_Problem to solve_.
Across all the entries, how many lines hold "place"? Answer with that number and nothing else.
##### Material provided #####
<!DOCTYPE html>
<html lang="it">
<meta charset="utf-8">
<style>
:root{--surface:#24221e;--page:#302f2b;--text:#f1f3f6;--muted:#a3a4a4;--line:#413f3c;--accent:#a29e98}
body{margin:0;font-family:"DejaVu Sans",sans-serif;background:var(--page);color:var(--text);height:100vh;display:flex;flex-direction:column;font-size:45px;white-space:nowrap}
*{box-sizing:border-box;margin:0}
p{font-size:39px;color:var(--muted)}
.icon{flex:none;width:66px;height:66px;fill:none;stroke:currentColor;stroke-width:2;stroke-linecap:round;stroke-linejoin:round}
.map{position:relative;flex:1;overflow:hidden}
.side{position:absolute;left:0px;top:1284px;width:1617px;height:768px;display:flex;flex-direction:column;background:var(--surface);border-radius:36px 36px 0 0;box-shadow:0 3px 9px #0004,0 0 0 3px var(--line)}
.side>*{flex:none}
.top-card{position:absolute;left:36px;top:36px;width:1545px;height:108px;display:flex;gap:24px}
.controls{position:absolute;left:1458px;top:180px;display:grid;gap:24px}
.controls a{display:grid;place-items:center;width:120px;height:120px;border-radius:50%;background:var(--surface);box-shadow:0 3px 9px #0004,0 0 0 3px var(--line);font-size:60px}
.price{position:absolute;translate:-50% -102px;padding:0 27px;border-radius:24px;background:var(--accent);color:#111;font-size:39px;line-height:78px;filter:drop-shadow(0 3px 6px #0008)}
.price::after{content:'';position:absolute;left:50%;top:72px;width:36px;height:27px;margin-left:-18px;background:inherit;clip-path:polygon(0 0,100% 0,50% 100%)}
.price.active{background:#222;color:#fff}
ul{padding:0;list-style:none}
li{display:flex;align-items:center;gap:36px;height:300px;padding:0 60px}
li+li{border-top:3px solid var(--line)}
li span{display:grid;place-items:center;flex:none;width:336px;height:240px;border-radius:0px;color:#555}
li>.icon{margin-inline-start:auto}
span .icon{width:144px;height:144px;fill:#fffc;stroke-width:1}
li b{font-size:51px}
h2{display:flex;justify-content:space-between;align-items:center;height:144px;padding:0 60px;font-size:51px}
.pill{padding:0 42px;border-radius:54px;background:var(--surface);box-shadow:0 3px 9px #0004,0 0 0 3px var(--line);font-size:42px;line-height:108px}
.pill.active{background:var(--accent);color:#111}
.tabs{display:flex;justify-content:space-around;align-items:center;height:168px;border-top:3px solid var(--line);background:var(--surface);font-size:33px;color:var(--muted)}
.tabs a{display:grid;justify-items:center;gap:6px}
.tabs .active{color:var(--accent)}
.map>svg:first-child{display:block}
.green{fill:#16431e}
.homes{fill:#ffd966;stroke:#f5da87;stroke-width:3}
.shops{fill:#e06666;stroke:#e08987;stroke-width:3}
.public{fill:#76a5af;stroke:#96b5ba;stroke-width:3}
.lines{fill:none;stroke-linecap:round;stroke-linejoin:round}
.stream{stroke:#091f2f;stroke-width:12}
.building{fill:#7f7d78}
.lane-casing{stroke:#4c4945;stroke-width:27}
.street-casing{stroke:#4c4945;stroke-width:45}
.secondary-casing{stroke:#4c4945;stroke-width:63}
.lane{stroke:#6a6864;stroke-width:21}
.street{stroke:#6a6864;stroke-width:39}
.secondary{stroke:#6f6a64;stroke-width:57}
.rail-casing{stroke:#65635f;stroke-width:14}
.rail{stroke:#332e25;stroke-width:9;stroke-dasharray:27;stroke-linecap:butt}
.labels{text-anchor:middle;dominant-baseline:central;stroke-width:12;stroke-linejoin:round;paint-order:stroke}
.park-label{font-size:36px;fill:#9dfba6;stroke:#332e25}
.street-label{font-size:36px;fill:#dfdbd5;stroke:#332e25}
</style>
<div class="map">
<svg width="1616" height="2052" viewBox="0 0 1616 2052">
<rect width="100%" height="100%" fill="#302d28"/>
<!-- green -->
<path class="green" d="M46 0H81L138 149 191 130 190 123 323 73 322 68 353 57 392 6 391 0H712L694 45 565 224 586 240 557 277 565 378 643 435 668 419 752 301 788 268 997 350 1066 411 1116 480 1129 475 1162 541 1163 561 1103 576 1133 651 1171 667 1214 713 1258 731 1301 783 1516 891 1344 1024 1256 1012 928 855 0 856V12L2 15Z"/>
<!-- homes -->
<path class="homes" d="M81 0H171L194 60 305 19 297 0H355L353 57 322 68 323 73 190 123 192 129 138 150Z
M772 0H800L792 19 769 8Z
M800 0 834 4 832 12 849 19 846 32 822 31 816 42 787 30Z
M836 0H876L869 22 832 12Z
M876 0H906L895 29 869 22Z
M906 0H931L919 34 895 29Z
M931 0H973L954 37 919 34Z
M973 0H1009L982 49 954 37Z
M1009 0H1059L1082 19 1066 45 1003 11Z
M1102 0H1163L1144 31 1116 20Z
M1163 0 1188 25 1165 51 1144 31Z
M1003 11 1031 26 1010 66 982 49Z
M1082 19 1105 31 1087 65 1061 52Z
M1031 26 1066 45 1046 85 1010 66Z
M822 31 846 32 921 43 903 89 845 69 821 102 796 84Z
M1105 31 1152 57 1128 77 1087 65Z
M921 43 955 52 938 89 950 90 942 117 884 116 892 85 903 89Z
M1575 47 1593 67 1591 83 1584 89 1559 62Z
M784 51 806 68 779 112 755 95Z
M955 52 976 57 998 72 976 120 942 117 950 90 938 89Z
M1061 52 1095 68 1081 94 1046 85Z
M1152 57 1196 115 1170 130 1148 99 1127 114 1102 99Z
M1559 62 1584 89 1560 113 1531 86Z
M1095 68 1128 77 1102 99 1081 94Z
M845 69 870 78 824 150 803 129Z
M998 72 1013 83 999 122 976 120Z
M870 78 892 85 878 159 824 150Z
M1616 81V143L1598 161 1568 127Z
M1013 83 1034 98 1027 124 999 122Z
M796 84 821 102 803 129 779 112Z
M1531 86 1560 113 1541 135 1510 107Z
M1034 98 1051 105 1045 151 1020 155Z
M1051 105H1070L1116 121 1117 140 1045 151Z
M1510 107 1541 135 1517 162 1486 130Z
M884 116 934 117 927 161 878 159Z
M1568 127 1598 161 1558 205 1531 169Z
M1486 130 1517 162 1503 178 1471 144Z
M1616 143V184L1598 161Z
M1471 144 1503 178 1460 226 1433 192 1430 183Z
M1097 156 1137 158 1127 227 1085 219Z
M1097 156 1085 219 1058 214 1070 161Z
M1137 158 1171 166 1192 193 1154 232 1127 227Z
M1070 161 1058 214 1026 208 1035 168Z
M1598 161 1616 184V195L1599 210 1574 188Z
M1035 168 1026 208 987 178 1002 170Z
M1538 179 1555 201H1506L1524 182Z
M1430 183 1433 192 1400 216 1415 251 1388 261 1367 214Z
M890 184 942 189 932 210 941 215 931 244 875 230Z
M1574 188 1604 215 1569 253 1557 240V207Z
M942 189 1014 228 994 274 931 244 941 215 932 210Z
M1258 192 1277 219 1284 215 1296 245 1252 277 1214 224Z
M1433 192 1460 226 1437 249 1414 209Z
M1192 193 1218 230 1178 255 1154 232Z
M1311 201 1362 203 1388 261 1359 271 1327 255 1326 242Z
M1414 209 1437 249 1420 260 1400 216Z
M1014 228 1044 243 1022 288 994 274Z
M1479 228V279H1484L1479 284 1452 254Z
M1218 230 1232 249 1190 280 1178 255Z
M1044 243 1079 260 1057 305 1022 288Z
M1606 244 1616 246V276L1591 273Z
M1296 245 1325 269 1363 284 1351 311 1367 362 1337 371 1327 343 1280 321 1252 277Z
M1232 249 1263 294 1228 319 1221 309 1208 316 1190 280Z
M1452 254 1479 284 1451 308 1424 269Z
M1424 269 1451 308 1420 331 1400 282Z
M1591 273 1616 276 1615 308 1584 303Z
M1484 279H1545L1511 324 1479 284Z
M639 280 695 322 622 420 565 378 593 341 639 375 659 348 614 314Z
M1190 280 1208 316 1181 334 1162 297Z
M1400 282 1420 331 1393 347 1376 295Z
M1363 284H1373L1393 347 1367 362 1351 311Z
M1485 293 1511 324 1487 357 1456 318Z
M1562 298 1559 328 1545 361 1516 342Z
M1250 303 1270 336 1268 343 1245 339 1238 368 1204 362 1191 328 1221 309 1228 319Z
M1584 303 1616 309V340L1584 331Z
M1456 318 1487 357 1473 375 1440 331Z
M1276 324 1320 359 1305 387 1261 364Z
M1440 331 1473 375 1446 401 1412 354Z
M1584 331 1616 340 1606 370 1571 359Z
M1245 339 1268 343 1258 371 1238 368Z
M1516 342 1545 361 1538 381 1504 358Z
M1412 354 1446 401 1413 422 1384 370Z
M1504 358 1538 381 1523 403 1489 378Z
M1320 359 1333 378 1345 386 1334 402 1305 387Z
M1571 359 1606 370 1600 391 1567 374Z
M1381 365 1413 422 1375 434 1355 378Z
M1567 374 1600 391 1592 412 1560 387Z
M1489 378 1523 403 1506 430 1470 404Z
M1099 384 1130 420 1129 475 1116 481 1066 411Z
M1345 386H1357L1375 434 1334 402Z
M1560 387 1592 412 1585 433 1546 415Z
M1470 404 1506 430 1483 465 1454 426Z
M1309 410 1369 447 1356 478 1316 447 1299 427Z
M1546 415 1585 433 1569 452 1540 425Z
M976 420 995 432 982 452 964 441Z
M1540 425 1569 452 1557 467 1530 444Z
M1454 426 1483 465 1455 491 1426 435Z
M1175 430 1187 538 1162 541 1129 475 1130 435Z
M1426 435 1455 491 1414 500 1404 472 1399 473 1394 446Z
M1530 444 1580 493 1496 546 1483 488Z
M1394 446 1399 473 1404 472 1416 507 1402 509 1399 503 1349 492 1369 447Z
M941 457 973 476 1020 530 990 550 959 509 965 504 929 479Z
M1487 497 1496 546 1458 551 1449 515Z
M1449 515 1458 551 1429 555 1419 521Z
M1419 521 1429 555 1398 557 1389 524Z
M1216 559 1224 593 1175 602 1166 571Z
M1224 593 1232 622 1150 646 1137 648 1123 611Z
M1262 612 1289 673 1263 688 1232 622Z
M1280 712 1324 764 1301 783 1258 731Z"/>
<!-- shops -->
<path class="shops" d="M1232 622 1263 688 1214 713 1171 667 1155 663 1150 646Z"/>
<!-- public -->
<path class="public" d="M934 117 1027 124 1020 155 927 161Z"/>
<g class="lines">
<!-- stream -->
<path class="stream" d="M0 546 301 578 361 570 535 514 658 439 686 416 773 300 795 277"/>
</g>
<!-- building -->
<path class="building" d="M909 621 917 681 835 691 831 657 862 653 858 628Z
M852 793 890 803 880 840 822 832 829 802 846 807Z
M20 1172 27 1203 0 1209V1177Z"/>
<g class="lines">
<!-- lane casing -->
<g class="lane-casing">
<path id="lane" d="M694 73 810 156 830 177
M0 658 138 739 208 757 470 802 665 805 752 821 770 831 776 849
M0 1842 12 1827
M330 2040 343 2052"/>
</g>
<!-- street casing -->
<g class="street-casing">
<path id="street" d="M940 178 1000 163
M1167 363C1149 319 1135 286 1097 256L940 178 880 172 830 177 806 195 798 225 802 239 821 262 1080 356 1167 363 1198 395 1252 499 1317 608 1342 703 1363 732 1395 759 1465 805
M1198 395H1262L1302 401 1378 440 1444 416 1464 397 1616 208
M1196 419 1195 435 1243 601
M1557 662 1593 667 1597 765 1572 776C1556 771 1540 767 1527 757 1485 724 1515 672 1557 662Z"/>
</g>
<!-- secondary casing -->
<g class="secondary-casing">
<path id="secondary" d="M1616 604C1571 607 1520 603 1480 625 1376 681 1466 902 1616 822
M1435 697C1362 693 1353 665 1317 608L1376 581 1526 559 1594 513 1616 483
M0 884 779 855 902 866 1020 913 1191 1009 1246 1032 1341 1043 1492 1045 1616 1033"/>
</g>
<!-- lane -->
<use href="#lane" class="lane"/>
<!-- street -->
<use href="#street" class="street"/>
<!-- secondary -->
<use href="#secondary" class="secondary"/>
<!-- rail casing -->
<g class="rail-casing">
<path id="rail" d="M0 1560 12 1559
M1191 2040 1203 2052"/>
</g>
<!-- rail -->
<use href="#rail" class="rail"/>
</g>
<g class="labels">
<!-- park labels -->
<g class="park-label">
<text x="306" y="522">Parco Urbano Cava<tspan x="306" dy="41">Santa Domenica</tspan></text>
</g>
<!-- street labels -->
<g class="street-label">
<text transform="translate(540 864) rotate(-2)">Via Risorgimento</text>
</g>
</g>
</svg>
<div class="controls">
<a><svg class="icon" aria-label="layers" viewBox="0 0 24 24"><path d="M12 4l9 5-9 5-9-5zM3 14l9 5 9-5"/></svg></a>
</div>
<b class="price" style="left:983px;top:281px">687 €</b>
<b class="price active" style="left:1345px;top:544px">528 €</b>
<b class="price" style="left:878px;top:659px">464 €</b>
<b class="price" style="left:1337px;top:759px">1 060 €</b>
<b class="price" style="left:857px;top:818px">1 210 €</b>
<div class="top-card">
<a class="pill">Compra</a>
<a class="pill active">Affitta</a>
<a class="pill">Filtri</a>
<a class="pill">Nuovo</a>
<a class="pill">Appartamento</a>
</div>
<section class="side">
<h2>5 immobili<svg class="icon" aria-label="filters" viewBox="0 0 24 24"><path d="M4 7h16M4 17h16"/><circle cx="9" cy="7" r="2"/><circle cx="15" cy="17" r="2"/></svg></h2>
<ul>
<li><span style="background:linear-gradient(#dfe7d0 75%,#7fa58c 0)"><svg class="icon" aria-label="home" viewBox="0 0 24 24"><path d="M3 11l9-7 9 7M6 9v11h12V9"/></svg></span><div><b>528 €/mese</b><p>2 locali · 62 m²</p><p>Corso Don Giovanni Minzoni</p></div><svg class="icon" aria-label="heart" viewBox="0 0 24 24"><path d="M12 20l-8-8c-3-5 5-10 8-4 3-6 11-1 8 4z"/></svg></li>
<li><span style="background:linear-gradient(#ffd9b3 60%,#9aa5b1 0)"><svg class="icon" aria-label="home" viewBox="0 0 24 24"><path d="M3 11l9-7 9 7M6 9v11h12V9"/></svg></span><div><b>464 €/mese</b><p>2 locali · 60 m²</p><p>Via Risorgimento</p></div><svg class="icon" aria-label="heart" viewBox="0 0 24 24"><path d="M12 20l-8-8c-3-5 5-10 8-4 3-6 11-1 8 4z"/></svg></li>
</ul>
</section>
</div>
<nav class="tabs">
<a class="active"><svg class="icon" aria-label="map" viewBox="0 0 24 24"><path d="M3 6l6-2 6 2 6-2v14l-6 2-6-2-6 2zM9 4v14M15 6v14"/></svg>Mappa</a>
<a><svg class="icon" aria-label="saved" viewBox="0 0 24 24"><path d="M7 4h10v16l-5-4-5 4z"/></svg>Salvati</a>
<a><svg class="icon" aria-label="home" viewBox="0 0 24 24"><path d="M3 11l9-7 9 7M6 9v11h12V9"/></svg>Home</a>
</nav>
#####
_Reply_.
2